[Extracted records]
========

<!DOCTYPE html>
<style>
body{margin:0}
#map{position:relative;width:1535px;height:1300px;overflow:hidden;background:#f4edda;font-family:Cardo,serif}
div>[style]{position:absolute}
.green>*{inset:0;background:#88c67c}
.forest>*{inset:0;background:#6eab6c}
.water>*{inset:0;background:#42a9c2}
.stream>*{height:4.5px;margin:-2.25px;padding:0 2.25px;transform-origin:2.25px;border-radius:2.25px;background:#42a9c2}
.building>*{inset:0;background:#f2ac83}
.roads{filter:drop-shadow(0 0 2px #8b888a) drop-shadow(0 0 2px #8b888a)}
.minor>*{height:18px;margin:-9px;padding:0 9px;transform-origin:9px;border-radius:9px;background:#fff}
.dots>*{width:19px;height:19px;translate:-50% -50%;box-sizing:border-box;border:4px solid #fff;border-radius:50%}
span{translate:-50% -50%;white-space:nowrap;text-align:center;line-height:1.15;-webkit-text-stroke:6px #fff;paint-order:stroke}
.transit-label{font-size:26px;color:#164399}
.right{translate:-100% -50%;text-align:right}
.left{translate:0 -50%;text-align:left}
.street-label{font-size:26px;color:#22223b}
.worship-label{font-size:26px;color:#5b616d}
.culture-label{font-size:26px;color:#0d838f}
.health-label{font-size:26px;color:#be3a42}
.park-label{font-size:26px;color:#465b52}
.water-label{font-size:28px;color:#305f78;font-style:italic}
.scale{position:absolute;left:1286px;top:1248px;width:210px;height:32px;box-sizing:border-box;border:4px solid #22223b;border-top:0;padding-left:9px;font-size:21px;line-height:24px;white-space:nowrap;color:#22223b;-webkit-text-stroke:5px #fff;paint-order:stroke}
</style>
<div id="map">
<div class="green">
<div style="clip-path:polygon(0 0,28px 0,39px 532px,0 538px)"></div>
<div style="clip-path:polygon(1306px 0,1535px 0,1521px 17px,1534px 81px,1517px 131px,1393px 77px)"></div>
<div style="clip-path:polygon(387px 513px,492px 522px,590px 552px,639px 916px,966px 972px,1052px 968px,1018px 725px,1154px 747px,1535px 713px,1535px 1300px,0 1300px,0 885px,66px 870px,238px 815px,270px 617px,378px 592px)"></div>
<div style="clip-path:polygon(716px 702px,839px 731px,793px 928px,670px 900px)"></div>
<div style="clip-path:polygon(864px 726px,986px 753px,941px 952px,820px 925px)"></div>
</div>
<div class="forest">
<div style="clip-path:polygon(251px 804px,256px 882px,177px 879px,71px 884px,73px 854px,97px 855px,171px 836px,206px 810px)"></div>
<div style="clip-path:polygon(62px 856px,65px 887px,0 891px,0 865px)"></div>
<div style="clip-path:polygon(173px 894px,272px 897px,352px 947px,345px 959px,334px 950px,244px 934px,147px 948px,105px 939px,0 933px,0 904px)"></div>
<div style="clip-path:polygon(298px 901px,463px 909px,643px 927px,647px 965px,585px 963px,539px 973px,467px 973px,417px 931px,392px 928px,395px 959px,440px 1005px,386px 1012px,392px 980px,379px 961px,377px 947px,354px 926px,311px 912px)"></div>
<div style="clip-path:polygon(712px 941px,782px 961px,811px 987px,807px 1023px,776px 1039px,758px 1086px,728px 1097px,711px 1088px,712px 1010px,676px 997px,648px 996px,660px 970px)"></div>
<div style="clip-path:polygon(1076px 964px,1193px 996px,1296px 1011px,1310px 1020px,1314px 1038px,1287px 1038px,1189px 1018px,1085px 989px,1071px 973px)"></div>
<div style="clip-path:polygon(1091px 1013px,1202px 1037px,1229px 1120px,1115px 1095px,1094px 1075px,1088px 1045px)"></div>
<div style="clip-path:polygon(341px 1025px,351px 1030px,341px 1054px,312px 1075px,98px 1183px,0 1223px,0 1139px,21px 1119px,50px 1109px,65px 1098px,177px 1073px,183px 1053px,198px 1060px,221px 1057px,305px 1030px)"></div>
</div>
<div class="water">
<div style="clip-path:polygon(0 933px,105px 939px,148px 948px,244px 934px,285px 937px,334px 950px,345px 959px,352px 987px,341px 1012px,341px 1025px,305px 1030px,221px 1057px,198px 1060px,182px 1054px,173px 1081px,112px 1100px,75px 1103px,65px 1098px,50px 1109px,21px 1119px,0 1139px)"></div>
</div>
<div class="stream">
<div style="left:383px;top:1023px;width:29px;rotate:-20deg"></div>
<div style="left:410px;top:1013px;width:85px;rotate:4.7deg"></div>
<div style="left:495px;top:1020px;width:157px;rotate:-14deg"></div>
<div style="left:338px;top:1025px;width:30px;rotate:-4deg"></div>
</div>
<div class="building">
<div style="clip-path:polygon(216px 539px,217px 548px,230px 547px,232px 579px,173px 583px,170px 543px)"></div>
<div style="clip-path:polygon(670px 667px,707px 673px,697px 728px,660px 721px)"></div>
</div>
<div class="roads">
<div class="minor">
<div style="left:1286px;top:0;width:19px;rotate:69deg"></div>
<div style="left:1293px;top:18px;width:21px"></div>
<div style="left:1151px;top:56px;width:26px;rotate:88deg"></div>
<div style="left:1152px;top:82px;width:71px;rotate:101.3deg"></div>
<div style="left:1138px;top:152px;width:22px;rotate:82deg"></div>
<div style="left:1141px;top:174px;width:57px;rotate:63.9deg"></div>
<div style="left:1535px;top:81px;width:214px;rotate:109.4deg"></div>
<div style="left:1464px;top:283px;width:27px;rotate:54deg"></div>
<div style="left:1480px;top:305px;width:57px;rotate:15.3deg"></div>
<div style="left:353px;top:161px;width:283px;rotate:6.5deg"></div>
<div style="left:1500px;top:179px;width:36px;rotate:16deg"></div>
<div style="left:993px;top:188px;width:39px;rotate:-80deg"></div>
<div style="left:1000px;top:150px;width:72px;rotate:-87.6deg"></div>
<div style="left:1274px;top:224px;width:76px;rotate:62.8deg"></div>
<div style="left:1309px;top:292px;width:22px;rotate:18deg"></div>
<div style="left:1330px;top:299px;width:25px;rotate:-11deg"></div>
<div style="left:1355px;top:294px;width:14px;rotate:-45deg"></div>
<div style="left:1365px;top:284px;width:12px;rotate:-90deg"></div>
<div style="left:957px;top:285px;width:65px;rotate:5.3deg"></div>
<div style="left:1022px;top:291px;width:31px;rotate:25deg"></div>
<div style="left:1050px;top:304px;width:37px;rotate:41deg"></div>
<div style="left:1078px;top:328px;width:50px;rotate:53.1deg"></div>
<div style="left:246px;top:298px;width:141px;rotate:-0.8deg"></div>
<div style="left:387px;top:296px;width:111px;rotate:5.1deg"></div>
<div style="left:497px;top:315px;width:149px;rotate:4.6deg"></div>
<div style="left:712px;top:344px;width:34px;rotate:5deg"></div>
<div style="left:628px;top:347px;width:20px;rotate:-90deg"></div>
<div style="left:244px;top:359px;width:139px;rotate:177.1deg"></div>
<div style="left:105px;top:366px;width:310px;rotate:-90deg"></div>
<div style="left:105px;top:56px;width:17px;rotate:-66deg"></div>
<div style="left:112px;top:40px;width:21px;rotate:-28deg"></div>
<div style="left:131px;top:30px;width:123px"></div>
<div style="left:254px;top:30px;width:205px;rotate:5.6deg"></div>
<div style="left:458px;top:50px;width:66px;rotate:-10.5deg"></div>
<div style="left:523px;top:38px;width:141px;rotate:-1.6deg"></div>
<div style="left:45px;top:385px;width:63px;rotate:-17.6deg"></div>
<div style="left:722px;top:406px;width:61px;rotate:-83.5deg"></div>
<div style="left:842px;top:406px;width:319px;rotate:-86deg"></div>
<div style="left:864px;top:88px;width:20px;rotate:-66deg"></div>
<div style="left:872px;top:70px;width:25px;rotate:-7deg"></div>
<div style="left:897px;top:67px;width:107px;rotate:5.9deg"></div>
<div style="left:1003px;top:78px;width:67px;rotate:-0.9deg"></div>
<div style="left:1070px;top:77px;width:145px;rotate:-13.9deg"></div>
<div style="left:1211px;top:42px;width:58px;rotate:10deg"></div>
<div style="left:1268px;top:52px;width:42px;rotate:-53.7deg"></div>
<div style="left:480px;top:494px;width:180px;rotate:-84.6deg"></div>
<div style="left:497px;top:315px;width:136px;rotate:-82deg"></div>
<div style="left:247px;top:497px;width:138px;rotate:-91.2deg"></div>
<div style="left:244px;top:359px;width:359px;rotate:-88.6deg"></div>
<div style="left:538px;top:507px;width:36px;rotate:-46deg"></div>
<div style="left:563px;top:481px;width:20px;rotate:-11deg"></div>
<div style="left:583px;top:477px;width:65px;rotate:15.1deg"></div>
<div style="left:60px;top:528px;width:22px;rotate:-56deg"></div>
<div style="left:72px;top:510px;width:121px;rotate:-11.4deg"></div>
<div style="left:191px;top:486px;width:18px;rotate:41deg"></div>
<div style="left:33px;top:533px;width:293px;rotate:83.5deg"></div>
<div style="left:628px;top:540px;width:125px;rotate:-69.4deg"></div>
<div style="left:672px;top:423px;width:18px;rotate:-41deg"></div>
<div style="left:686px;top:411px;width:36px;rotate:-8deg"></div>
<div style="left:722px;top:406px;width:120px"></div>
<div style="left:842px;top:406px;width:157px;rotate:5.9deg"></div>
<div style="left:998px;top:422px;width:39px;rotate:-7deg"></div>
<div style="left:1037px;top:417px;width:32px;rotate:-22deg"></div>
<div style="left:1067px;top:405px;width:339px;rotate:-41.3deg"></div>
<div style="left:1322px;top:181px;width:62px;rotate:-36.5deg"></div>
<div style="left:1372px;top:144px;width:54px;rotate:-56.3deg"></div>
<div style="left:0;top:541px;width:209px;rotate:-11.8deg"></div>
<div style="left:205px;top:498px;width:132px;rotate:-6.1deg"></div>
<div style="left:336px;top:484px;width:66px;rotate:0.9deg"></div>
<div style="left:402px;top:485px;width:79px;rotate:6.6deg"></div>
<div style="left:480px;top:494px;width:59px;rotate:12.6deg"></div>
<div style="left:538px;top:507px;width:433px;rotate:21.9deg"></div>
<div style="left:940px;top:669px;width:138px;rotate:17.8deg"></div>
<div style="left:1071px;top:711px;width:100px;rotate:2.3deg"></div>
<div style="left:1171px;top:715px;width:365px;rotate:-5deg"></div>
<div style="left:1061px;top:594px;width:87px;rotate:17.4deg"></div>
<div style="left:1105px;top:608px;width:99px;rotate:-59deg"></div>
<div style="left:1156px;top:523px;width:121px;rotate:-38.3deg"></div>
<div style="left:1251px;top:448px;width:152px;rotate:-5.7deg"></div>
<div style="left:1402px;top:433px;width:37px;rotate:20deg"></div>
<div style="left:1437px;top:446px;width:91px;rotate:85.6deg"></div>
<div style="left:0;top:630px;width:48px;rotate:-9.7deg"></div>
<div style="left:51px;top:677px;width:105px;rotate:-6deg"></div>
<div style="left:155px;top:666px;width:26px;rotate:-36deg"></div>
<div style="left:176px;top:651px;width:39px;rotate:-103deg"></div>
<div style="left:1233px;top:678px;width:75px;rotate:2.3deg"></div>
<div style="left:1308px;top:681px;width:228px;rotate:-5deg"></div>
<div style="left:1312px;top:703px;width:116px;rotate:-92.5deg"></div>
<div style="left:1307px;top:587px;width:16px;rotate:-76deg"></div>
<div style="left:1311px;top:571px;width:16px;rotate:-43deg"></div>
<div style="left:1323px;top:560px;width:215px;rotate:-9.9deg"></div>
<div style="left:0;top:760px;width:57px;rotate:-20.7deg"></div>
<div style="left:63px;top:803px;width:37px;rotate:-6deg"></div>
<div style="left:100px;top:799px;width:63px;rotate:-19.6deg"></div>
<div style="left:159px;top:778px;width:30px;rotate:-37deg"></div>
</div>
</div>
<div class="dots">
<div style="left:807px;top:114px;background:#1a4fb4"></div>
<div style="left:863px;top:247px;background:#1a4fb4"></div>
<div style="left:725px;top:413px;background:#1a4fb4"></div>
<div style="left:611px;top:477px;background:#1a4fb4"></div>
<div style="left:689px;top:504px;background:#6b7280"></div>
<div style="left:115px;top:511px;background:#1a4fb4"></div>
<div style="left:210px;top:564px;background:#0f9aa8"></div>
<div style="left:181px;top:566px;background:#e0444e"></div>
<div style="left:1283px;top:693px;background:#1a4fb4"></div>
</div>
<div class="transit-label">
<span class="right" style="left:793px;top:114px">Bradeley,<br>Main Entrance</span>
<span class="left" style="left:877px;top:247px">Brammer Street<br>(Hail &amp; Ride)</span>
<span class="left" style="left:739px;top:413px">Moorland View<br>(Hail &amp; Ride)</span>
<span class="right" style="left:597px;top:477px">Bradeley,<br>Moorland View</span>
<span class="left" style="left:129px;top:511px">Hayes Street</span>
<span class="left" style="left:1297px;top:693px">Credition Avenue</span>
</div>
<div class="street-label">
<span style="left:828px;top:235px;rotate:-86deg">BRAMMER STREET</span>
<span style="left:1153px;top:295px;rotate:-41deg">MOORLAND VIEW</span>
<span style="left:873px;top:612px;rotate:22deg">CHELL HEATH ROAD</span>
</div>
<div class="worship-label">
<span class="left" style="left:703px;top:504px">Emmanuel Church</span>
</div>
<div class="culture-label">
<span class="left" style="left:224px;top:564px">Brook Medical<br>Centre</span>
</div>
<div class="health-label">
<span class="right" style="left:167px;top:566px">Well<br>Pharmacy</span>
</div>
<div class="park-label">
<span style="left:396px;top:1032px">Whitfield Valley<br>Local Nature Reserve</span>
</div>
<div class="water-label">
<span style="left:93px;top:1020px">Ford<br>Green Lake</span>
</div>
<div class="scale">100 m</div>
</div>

========

**EXERCISE**
Read the lines above. Gather those in which the string "stream" is found.

**OUTPUT BELOW**
.stream>*{height:4.5px;margin:-2.25px;padding:0 2.25px;transform-origin:2.25px;border-radius:2.25px;background:#42a9c2}
<div class="stream">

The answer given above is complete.